→ **Record set**
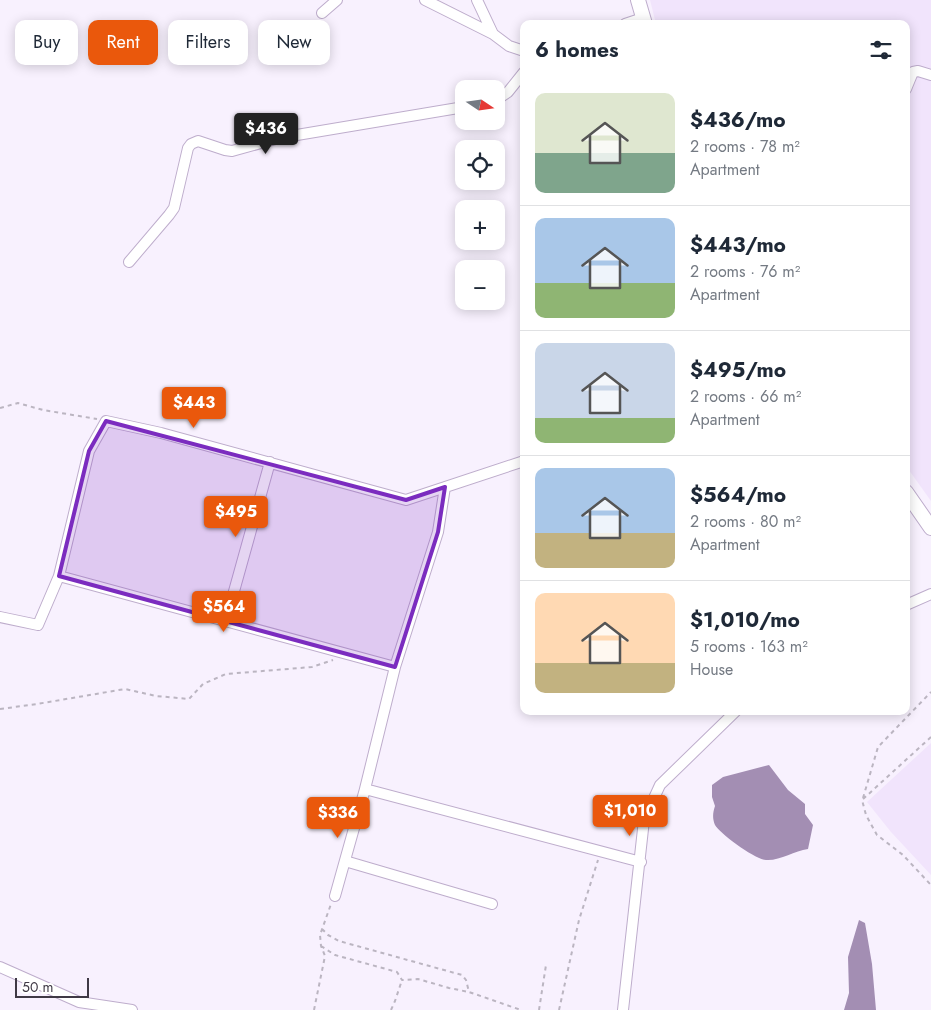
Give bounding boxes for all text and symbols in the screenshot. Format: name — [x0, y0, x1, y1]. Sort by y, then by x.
chip: Buy — [15, 20, 78, 65]
chip: Rent — [88, 20, 158, 65]
chip: Filters — [168, 20, 248, 65]
chip: New — [258, 20, 330, 65]
text: 6 homes — [535, 35, 619, 65]
icon: filters — [867, 36, 895, 64]
north arrow — [455, 80, 505, 130]
map controls — [455, 80, 505, 310]
text: $436/mo — [690, 105, 786, 135]
pin: $436 — [236, 112, 296, 155]
icon: home — [575, 113, 635, 173]
text: $436 — [245, 117, 287, 140]
text: 2 rooms · 78 m² — [690, 135, 800, 158]
button: locate — [455, 140, 505, 190]
text: Apartment — [690, 158, 760, 181]
button: + — [455, 200, 505, 250]
text: $443/mo — [690, 230, 786, 260]
icon: home — [575, 238, 635, 298]
button: − — [455, 260, 505, 310]
text: 2 rooms · 76 m² — [690, 260, 800, 283]
text: Apartment — [690, 283, 760, 306]
text: $495/mo — [690, 355, 786, 385]
icon: home — [575, 363, 635, 423]
text: 2 rooms · 66 m² — [690, 385, 801, 408]
pin: $443 — [164, 386, 224, 429]
text: $443 — [173, 391, 215, 414]
text: Apartment — [690, 408, 760, 431]
text: $564/mo — [690, 480, 786, 510]
icon: home — [575, 488, 635, 548]
pin: $495 — [206, 496, 266, 538]
text: $495 — [215, 500, 257, 523]
text: 2 rooms · 80 m² — [690, 510, 801, 533]
text: Apartment — [690, 533, 760, 556]
pin: $564 — [194, 590, 254, 633]
text: $564 — [203, 595, 245, 618]
text: $1,010/mo — [690, 605, 800, 635]
icon: home — [575, 613, 635, 673]
text: 5 rooms · 163 m² — [690, 635, 808, 658]
text: House — [690, 658, 733, 681]
pin: $1,010 — [589, 794, 671, 837]
pin: $336 — [308, 796, 368, 839]
text: $1,010 — [604, 799, 656, 822]
text: $336 — [318, 801, 358, 824]
scale bar — [15, 975, 89, 998]
text: 50 m — [22, 977, 53, 997]

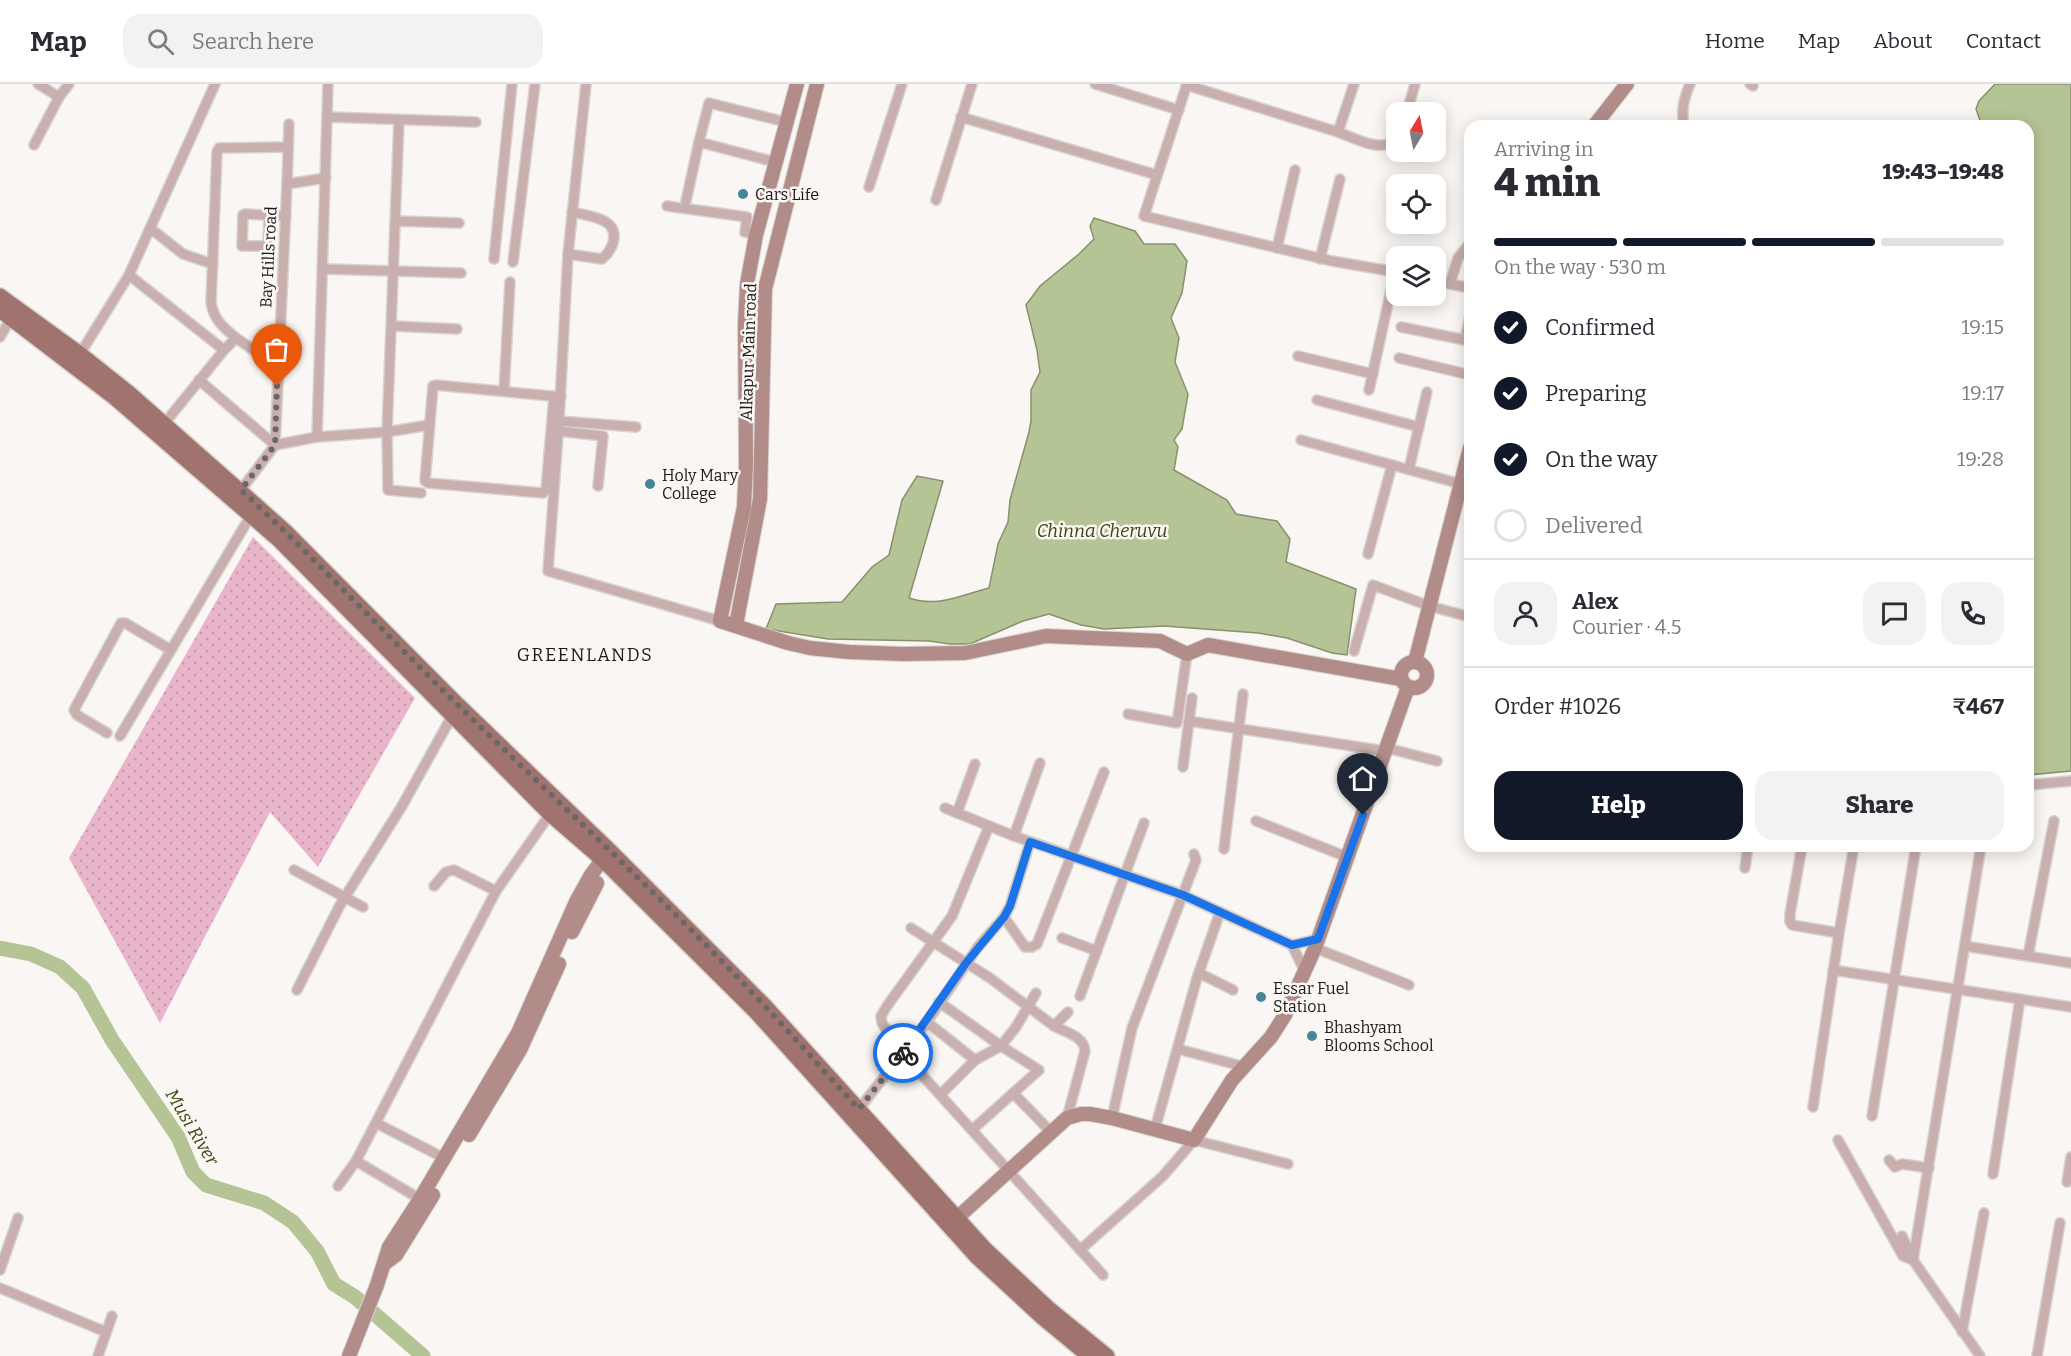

→ **What you are asked to do**
What is needed is an exact printout of every record above, with the pictures left out.

→ **Task output**
Give bounding boxes for all text and symbols in the screenshot. Format: name — [x0, y0, x1, y1]. Sort by y, then by x.
chip: Buy — [15, 20, 78, 65]
chip: Rent — [88, 20, 158, 65]
chip: Filters — [168, 20, 248, 65]
chip: New — [258, 20, 330, 65]
text: 6 homes — [535, 35, 619, 65]
icon: filters — [867, 36, 895, 64]
north arrow — [455, 80, 505, 130]
map controls — [455, 80, 505, 310]
text: $436/mo — [690, 105, 786, 135]
pin: $436 — [236, 112, 296, 155]
icon: home — [575, 113, 635, 173]
text: $436 — [245, 117, 287, 140]
text: 2 rooms · 78 m² — [690, 135, 800, 158]
button: locate — [455, 140, 505, 190]
text: Apartment — [690, 158, 760, 181]
button: + — [455, 200, 505, 250]
text: $443/mo — [690, 230, 786, 260]
icon: home — [575, 238, 635, 298]
button: − — [455, 260, 505, 310]
text: 2 rooms · 76 m² — [690, 260, 800, 283]
text: Apartment — [690, 283, 760, 306]
text: $495/mo — [690, 355, 786, 385]
icon: home — [575, 363, 635, 423]
text: 2 rooms · 66 m² — [690, 385, 801, 408]
pin: $443 — [164, 386, 224, 429]
text: $443 — [173, 391, 215, 414]
text: Apartment — [690, 408, 760, 431]
text: $564/mo — [690, 480, 786, 510]
icon: home — [575, 488, 635, 548]
pin: $495 — [206, 496, 266, 538]
text: $495 — [215, 500, 257, 523]
text: 2 rooms · 80 m² — [690, 510, 801, 533]
text: Apartment — [690, 533, 760, 556]
pin: $564 — [194, 590, 254, 633]
text: $564 — [203, 595, 245, 618]
text: $1,010/mo — [690, 605, 800, 635]
icon: home — [575, 613, 635, 673]
text: 5 rooms · 163 m² — [690, 635, 808, 658]
text: House — [690, 658, 733, 681]
pin: $1,010 — [589, 794, 671, 837]
pin: $336 — [308, 796, 368, 839]
text: $1,010 — [604, 799, 656, 822]
text: $336 — [318, 801, 358, 824]
scale bar — [15, 975, 89, 998]
text: 50 m — [22, 977, 53, 997]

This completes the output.